::: RECORDS SHOWN

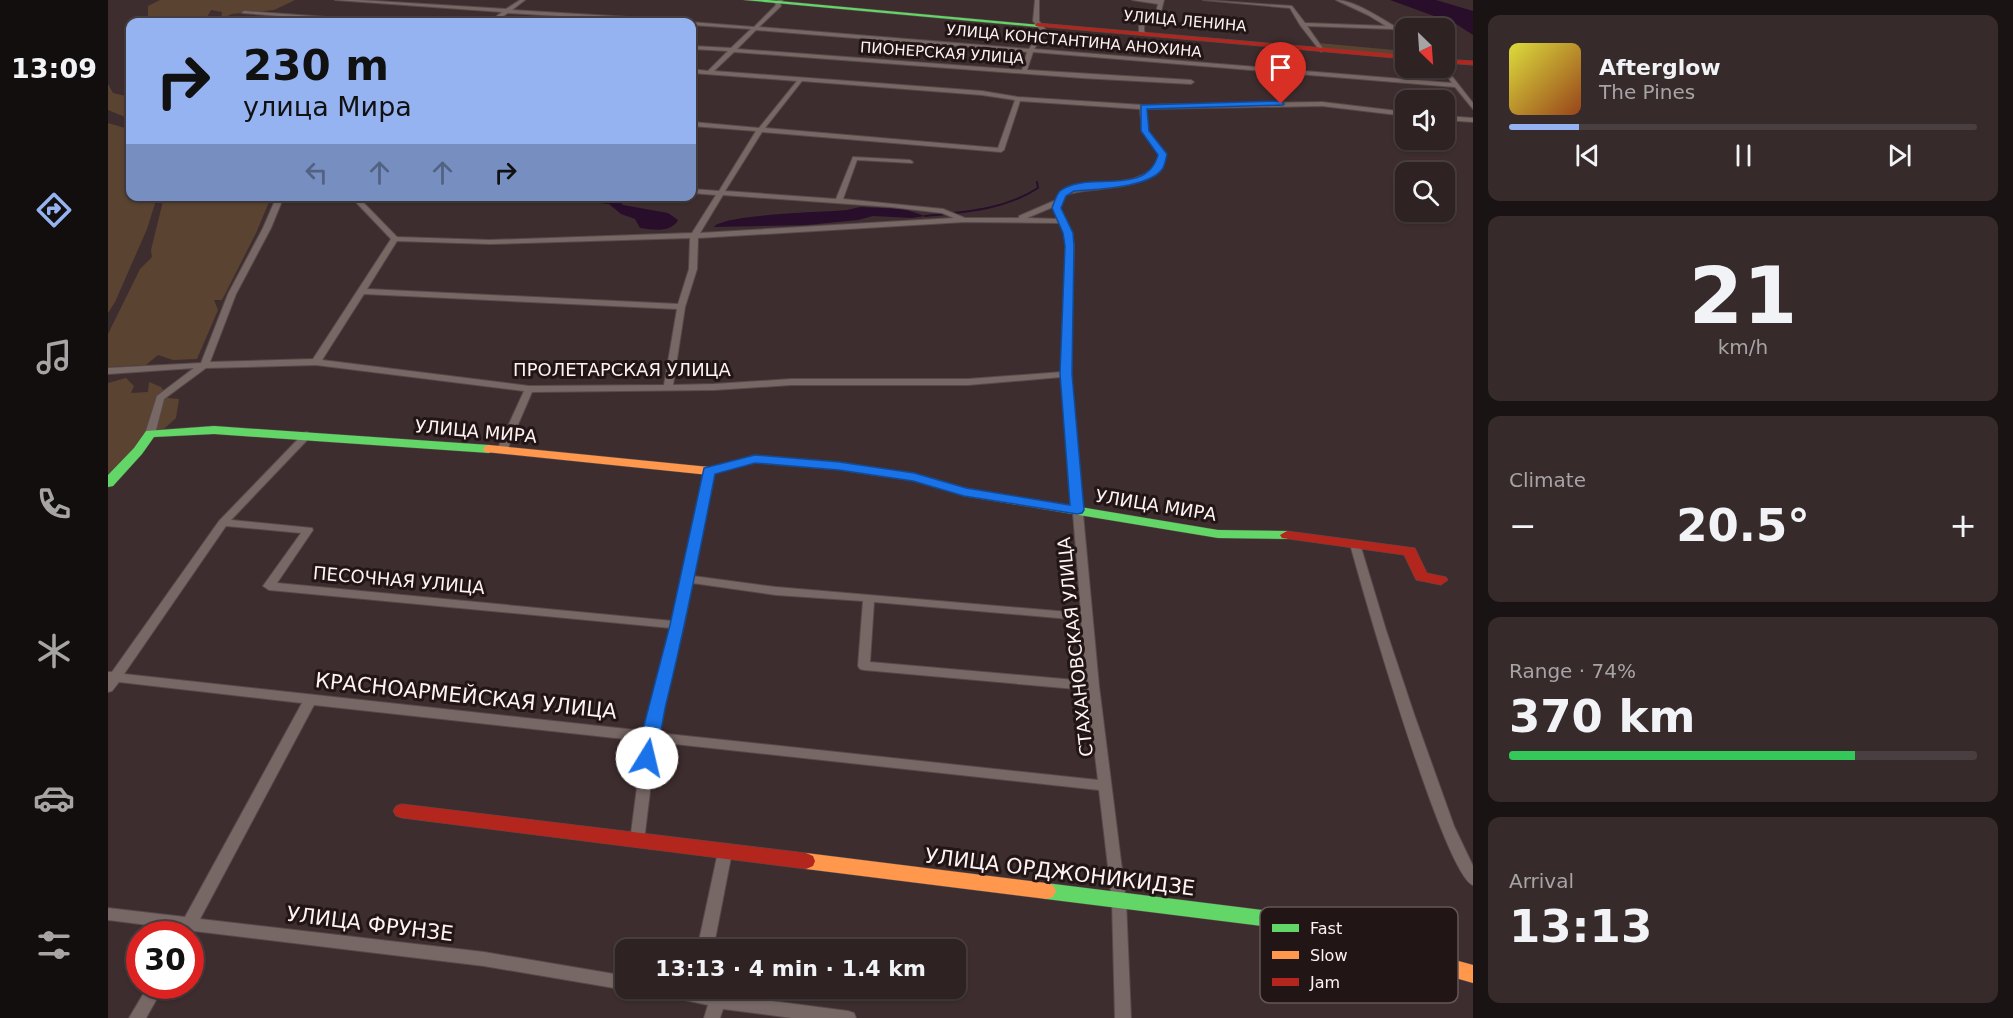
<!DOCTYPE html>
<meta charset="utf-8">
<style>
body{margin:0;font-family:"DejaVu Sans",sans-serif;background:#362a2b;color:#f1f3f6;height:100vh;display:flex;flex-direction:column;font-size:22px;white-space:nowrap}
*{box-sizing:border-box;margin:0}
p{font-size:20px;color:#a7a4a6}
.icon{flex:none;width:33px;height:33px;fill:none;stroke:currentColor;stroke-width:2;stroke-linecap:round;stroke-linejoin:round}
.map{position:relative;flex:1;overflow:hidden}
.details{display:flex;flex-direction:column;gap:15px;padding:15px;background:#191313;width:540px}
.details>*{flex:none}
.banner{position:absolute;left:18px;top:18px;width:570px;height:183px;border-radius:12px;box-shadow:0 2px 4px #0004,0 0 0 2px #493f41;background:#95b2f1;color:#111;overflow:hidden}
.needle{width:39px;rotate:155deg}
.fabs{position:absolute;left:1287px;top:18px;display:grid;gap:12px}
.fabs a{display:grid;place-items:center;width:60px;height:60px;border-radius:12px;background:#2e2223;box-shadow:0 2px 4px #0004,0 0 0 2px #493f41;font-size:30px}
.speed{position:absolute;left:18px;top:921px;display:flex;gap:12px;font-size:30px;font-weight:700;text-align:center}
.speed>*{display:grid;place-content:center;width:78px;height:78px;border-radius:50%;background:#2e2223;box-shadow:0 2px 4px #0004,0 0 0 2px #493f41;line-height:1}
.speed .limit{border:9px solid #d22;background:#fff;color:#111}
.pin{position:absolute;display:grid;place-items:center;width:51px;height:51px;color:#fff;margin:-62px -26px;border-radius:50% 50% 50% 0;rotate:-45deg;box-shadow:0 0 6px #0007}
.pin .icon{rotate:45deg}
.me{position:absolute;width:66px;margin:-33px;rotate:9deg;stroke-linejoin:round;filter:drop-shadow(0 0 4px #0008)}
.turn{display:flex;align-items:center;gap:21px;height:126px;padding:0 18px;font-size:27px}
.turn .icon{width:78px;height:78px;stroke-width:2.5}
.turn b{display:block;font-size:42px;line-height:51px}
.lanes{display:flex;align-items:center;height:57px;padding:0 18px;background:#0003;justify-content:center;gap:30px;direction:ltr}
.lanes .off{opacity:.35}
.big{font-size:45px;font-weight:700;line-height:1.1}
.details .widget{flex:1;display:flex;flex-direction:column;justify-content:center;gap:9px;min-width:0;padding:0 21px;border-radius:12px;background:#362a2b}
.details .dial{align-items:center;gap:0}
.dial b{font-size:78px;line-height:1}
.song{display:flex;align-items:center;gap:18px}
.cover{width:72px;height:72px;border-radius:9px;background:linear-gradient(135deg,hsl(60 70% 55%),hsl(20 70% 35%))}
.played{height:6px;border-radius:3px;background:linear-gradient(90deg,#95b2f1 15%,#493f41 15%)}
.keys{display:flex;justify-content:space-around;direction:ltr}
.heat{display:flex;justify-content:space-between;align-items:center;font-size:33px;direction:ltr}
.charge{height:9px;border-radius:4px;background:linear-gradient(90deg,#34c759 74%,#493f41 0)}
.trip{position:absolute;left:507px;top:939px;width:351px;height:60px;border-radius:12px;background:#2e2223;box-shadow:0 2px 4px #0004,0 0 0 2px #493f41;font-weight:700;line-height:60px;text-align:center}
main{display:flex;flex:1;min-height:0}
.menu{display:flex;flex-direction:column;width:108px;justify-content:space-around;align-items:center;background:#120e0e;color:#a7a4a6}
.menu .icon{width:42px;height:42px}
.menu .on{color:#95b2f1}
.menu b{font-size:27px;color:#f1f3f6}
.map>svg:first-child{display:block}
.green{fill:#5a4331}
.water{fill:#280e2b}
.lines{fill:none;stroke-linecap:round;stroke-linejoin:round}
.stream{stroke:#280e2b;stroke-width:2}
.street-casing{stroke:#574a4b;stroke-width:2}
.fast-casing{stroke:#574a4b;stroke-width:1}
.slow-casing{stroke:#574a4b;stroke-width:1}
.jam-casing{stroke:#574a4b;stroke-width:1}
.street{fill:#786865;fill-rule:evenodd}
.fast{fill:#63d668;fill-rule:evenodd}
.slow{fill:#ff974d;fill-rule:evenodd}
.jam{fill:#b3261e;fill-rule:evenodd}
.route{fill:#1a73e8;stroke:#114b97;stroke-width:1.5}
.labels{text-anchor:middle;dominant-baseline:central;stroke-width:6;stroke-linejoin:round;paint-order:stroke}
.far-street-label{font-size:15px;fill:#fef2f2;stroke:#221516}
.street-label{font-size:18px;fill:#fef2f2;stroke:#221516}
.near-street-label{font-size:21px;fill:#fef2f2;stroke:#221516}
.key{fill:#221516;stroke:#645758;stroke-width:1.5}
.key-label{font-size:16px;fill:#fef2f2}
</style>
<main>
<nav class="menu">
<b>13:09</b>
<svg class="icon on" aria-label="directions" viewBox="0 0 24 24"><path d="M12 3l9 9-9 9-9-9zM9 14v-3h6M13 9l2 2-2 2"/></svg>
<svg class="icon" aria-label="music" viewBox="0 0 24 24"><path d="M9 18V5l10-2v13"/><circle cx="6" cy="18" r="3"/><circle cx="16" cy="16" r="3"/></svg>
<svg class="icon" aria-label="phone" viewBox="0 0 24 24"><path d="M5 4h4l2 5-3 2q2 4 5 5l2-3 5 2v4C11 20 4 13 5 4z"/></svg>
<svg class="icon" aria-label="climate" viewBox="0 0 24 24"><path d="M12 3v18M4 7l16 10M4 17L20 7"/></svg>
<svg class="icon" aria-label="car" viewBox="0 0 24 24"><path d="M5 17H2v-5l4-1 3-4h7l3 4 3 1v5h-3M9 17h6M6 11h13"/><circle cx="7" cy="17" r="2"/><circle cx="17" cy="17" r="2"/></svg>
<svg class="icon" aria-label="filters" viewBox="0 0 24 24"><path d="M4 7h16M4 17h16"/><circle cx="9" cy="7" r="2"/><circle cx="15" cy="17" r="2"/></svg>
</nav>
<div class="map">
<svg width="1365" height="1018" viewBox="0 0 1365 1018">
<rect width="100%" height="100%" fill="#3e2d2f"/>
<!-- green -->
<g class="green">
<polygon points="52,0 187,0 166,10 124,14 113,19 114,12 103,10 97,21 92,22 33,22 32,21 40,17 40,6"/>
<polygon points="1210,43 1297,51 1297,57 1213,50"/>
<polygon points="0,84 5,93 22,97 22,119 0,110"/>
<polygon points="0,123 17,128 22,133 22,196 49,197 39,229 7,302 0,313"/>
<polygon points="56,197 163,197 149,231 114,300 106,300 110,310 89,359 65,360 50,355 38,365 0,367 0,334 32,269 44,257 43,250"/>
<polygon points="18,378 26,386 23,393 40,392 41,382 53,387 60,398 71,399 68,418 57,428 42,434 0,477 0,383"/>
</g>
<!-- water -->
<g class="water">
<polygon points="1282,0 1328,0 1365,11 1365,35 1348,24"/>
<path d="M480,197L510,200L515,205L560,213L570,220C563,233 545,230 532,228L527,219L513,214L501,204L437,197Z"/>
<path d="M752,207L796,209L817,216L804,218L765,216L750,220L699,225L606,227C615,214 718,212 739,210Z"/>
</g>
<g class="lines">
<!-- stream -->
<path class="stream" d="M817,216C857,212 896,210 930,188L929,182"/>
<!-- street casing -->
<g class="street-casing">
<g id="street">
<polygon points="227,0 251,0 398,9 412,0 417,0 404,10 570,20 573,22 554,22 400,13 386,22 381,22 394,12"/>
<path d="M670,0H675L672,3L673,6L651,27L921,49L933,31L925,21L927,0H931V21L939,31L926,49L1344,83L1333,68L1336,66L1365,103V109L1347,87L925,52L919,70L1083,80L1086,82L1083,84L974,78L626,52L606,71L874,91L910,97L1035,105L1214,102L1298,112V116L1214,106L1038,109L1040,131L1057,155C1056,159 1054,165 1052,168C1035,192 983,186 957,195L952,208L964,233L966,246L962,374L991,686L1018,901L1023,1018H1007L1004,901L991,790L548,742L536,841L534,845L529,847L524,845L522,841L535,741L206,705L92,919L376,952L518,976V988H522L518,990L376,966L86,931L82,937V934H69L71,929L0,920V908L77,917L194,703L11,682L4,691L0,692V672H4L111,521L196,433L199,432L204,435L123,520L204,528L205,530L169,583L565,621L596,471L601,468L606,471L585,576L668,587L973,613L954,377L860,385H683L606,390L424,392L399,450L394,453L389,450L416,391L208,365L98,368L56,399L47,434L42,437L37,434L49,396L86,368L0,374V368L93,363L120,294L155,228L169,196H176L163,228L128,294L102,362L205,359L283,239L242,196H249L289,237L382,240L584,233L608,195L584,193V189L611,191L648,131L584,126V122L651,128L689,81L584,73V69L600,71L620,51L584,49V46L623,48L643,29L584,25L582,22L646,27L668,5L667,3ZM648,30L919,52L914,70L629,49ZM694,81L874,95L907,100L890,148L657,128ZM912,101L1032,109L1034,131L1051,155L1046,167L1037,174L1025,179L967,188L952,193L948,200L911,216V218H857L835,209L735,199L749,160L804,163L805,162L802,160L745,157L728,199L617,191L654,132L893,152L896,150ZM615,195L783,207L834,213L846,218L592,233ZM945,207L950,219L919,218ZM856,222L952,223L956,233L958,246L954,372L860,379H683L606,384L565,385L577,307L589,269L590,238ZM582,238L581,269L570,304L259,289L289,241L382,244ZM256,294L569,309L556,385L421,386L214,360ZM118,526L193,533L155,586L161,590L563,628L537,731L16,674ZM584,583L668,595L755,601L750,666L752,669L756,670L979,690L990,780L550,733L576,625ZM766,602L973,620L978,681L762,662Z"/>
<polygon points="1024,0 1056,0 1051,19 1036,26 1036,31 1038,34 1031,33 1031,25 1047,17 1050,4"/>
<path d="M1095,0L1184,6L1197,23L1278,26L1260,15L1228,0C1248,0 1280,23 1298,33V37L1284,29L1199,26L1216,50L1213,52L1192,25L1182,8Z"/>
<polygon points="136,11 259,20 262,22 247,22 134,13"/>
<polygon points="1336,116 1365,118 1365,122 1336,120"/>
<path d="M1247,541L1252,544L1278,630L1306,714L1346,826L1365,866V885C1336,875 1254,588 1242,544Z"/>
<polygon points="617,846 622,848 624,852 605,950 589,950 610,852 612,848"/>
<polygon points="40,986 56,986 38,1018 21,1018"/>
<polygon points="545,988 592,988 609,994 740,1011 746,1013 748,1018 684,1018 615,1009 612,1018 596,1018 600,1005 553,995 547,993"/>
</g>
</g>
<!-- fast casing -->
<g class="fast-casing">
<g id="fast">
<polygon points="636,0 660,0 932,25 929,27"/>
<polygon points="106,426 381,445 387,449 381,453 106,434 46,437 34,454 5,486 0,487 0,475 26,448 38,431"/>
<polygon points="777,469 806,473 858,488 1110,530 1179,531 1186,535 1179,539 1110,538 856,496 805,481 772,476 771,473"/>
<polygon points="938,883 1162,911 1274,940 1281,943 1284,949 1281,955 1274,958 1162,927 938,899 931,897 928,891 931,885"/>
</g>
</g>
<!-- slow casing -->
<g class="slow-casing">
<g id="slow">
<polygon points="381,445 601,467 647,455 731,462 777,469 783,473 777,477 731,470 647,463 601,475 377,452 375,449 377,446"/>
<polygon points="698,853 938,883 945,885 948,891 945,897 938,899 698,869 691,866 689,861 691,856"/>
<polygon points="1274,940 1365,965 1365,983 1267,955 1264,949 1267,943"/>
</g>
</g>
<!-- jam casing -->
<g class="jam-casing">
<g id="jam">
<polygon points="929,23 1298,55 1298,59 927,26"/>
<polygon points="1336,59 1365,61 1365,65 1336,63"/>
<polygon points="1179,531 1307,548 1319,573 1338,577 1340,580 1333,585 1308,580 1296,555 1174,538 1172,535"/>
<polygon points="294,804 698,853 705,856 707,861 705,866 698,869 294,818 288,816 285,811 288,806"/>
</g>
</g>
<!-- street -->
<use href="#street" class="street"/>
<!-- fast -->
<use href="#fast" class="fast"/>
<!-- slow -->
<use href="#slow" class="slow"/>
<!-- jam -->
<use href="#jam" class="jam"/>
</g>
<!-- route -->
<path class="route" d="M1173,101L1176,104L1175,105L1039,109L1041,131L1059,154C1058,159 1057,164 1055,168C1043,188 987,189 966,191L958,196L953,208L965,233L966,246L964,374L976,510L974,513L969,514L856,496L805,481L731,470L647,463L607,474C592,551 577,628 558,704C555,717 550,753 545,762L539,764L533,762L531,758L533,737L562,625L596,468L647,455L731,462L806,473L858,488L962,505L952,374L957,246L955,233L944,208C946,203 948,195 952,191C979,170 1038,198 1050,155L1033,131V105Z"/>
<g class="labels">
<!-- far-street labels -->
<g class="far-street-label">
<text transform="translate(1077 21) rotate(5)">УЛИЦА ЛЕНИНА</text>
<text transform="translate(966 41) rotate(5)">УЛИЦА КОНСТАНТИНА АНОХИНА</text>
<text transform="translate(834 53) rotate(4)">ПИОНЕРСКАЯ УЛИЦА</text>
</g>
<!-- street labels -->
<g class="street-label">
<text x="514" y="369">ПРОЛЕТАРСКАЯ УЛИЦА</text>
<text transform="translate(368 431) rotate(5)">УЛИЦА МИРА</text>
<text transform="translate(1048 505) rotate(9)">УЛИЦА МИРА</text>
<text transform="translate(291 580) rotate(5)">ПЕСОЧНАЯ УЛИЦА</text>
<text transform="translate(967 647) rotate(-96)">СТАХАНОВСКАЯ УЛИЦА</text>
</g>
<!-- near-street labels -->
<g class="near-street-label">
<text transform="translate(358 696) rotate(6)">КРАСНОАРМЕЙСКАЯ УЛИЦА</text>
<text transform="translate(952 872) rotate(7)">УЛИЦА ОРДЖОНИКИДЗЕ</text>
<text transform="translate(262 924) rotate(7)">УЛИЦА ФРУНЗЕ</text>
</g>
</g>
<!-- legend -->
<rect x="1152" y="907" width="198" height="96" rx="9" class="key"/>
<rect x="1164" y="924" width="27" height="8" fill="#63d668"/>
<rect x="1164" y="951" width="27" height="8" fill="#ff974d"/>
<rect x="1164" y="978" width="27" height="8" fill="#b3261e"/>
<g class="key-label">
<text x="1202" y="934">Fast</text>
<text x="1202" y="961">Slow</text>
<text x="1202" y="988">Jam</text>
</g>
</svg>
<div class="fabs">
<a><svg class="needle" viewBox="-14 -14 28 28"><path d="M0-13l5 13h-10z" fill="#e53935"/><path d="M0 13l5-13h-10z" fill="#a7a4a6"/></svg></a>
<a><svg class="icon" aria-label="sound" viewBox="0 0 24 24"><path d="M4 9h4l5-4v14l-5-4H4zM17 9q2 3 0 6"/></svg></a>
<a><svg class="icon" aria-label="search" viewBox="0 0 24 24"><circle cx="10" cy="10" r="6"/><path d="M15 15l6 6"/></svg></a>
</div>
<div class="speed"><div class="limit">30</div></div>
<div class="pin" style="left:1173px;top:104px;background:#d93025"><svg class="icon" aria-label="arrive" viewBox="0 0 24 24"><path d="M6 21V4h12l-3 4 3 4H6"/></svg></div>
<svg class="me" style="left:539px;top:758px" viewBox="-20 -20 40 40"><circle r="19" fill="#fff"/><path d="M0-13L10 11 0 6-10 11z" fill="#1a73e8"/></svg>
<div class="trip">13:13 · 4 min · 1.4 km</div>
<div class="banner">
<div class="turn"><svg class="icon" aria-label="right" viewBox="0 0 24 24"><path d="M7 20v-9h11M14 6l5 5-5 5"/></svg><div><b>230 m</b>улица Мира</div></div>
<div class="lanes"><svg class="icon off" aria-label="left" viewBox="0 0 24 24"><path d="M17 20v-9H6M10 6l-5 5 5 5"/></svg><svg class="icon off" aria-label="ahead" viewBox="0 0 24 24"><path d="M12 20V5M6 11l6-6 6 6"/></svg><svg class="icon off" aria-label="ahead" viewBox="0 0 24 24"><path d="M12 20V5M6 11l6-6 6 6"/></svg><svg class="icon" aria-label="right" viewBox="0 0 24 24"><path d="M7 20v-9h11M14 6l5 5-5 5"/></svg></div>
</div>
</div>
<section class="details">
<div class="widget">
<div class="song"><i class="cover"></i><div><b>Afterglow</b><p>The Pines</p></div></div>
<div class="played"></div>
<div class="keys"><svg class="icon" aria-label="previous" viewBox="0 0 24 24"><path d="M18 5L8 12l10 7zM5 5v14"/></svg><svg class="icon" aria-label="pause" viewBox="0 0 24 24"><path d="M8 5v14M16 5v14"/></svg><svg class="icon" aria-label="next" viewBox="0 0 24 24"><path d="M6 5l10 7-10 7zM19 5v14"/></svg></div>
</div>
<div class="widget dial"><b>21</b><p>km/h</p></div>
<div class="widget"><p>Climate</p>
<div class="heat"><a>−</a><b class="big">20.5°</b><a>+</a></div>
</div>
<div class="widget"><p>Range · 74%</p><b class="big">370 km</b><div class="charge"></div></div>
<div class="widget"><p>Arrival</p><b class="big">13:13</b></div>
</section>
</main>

::::::

- _ACTION ITEM_: Copy out every line from the material above in which the word "grid" appears.

- _PROBLEM SOLUTION_:
.fabs{position:absolute;left:1287px;top:18px;display:grid;gap:12px}
.fabs a{display:grid;place-items:center;width:60px;height:60px;border-radius:12px;background:#2e2223;box-shadow:0 2px 4px #0004,0 0 0 2px #493f41;font-size:30px}
.speed>*{display:grid;place-content:center;width:78px;height:78px;border-radius:50%;background:#2e2223;box-shadow:0 2px 4px #0004,0 0 0 2px #493f41;line-height:1}
.pin{position:absolute;display:grid;place-items:center;width:51px;height:51px;color:#fff;margin:-62px -26px;border-radius:50% 50% 50% 0;rotate:-45deg;box-shadow:0 0 6px #0007}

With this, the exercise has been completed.